Classification Data

Send one or more URLs (up to 1 million per request) and choose which classification signals you want back. Classify analyzes each page and returns the requested data alongside the URL, TLD, and any error flags.

Classification is asynchronous. You submit a job and receive an ID immediately, then poll for results. Small batches typically complete in seconds; large batches may take longer.

The classification object

{
  "id": 501,
  "status": "complete",
  "url_count": 3,
  "fields": ["iab_categories", "language", "entities", "keywords"],
  "iab_version": 2,
  "created_date": "2026-02-20T09:15:00Z",
  "processed_date": "2026-02-20T09:15:28Z",
  "results": [...]
}

Field	Type	Description
`id`	integer	Unique identifier for this classification job
`status`	string	`pending` → `processing` → `complete` or `failed`
`url_count`	integer	Number of URLs submitted
`fields`	array[string]	The classification signals requested
`iab_version`	integer \| null	IAB Content Taxonomy version (`1`, `2`, or `3`). Present when `iab_categories` was requested.
`created_date`	string (ISO 8601)	When the job was submitted
`processed_date`	string (ISO 8601) \| null	When results were ready. `null` until complete.
`results`	array[object] \| null	Per-URL classification data. Present only when `status` is `complete`. Paginated for large batches.

The result object

Every URL in the response includes three default fields regardless of what you request:

Field	Type	Always returned	Description
`url`	string	Yes	The URL that was classified
`tld`	string	Yes	Top-level domain extracted from the URL
`errors`	array[string]	Yes	Error flags for this URL (empty array if none). See Error tags.

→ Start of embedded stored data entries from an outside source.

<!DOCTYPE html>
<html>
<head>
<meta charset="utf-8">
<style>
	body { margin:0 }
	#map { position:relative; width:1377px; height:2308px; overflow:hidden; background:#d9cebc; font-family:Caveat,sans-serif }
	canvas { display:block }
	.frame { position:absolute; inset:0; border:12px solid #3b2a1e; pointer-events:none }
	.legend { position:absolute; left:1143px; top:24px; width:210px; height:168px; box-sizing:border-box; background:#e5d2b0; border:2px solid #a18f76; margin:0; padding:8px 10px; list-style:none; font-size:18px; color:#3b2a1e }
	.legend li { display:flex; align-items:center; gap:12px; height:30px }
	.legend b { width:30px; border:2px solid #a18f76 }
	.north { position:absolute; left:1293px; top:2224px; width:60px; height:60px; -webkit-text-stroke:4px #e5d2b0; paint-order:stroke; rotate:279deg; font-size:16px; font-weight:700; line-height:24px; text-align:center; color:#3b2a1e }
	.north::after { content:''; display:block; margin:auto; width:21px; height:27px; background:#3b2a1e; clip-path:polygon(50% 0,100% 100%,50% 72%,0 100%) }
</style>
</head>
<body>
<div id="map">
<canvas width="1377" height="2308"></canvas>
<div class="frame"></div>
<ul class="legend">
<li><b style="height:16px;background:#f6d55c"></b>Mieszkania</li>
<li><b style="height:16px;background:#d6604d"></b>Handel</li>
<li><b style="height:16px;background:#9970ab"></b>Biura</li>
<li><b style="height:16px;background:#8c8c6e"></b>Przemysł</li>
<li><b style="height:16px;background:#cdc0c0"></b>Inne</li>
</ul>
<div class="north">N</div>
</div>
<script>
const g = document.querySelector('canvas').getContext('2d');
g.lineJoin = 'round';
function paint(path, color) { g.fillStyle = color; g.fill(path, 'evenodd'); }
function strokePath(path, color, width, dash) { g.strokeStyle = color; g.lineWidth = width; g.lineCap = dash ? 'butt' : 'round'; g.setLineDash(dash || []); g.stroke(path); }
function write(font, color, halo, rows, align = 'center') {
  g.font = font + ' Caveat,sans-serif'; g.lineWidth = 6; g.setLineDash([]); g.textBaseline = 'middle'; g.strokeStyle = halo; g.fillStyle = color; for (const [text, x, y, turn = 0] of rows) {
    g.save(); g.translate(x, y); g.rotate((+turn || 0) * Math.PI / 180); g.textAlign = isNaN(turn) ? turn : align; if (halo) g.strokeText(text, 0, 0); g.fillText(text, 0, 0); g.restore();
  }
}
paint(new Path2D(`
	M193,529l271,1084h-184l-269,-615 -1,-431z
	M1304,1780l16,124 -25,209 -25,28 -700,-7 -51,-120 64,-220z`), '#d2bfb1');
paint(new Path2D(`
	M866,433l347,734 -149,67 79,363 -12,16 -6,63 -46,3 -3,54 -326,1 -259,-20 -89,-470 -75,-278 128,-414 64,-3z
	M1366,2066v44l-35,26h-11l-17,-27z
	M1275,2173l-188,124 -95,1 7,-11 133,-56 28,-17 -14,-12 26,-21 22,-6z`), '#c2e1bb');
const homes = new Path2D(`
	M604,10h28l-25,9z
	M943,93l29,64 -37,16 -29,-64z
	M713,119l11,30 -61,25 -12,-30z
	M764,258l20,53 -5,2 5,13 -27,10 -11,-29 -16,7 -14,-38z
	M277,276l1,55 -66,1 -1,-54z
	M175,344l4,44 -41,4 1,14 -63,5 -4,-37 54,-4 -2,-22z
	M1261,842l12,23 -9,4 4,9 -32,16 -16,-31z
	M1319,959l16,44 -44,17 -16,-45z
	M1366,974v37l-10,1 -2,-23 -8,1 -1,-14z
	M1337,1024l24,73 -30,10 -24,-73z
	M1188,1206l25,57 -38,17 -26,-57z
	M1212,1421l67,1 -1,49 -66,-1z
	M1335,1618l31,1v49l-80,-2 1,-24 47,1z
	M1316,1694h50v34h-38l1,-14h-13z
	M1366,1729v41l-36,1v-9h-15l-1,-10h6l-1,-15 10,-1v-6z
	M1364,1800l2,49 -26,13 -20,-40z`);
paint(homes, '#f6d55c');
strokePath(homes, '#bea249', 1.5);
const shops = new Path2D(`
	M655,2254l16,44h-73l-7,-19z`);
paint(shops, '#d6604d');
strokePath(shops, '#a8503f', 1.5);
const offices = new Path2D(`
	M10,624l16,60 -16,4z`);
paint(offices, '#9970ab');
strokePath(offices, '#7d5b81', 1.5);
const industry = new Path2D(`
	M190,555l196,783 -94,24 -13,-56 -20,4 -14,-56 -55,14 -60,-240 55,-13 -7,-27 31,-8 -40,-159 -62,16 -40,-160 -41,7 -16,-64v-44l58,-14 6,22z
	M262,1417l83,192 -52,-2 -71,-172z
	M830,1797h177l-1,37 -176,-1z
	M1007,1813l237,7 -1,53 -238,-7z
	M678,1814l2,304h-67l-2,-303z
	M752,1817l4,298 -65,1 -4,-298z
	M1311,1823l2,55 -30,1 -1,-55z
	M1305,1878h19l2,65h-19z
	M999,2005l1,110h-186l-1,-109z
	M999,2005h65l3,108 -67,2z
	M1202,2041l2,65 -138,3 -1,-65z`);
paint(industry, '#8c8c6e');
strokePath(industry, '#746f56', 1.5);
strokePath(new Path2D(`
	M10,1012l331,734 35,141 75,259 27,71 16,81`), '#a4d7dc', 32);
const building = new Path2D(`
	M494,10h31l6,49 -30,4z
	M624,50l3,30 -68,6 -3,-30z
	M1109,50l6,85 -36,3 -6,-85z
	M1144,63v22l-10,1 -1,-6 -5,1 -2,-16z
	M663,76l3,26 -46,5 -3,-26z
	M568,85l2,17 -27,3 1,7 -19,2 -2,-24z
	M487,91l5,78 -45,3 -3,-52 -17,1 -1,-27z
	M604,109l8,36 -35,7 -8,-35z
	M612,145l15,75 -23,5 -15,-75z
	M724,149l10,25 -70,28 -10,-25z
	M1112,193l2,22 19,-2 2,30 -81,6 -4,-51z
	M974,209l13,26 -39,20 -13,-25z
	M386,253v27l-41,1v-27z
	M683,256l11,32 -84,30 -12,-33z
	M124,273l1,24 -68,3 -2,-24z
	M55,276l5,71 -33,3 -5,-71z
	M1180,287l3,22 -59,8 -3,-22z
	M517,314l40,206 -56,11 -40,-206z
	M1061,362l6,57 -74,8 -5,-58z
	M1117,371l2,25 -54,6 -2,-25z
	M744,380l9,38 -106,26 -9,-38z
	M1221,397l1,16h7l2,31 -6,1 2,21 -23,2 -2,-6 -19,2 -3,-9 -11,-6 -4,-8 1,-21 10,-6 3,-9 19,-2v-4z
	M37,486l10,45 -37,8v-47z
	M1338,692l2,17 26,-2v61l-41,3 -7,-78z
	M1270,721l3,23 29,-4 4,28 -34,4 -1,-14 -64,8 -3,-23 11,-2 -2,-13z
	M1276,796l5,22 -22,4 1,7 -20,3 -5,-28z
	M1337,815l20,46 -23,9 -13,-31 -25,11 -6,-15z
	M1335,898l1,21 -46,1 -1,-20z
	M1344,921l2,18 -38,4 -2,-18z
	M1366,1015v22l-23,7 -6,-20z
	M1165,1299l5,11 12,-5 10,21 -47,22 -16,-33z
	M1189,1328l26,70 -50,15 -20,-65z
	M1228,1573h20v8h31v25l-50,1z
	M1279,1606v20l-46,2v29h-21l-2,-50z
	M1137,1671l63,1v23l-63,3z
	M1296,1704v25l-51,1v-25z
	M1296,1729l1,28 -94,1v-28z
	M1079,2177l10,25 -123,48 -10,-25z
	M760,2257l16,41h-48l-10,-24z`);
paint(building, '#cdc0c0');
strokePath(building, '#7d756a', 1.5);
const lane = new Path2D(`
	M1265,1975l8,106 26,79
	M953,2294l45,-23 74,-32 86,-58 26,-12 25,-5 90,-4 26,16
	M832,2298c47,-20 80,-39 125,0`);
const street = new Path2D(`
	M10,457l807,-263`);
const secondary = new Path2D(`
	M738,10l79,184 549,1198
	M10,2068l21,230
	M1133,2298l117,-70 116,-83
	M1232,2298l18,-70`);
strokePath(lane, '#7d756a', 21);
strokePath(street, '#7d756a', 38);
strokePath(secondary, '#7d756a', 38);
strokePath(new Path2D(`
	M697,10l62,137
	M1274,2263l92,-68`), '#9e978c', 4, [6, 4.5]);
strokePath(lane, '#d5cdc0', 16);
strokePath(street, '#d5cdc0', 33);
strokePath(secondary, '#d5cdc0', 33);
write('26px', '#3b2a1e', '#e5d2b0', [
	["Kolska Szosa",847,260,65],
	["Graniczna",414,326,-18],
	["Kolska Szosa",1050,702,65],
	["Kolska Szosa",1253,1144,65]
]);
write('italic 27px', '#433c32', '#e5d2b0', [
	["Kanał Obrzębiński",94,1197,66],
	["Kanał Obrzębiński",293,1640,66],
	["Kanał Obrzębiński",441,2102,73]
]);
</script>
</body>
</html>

All other fields appear only if you included them in the fields array.

{
  "url": "https://www.nytimes.com/2026/01/15/technology/ai-chips.html",
  "tld": "nytimes.com",
  "errors": [],
  "iab_categories": [
    {"id": "IAB19-6", "name": "Technology & Computing", "confidence": 0.95}
  ],
  "language": "en",
  "entities": [
    {"name": "NVIDIA", "type": "brand", "confidence": 0.92},
    {"name": "Jensen Huang", "type": "person", "confidence": 0.88},
    {"name": "Taiwan", "type": "place", "confidence": 0.81}
  ],
  "keywords": ["AI chips", "semiconductor", "GPU", "data center"],
  "google_product_taxonomy": [
    {"id": "222", "name": "Electronics > Computers > Computer Components", "confidence": 0.74}
  ],
  "sentiment": {"label": "positive", "score": 0.68},
  "stance": [
    {"subject": "AI investment", "stance": "positive", "confidence": 0.85},
    {"subject": "chip export controls", "stance": "negative", "confidence": 0.72}
  ]
}

Create a classification job

POST https://api.clsfy.me/v1/clsfy/classifications

Parameters

Parameter	Type	Required	Description
`urls`	array[string]	Required	URLs to classify. Maximum 1,000,000 per request.
`fields`	array[string]	Required	Classification signals to return. See Available fields.
`iab_version`	integer	Conditional	IAB Content Taxonomy version: `1`, `2`, or `3`. Required when `fields` includes `iab_categories`.

Request

curl
Python

curl -X POST "https://api.clsfy.me/v1/clsfy/classifications" \
  -H "X-API-Key: <your_api_key>" \
  -H "Content-Type: application/json" \
  -d '{
    "urls": [
      "https://www.nytimes.com/2026/01/15/technology/ai-chips.html",
      "https://www.bbc.com/sport/football/premier-league",
      "https://www.allrecipes.com/recipe/24074/almond-crescent-cookies/"
    ],
    "fields": ["iab_categories", "language", "entities", "keywords", "sentiment"],
    "iab_version": 2
  }'

import requests

response = requests.post(
    "https://api.clsfy.me/v1/clsfy/classifications",
    headers={
        "X-API-Key": "<your_api_key>",
        "Content-Type": "application/json",
    },
    json={
        "urls": [
            "https://www.nytimes.com/2026/01/15/technology/ai-chips.html",
            "https://www.bbc.com/sport/football/premier-league",
            "https://www.allrecipes.com/recipe/24074/almond-crescent-cookies/",
        ],
        "fields": ["iab_categories", "language", "entities", "keywords", "sentiment"],
        "iab_version": 2,
    },
)

job = response.json()
print(job["id"])  # e.g. 501

Response

Returns the classification object with status: "pending".

{
  "id": 501,
  "status": "pending",
  "url_count": 3,
  "fields": ["iab_categories", "language", "entities", "keywords", "sentiment"],
  "iab_version": 2,
  "created_date": "2026-02-20T09:15:00Z",
  "processed_date": null,
  "results": null
}

Get classification results

Retrieves a classification job by ID. Use this to poll for completion and retrieve results.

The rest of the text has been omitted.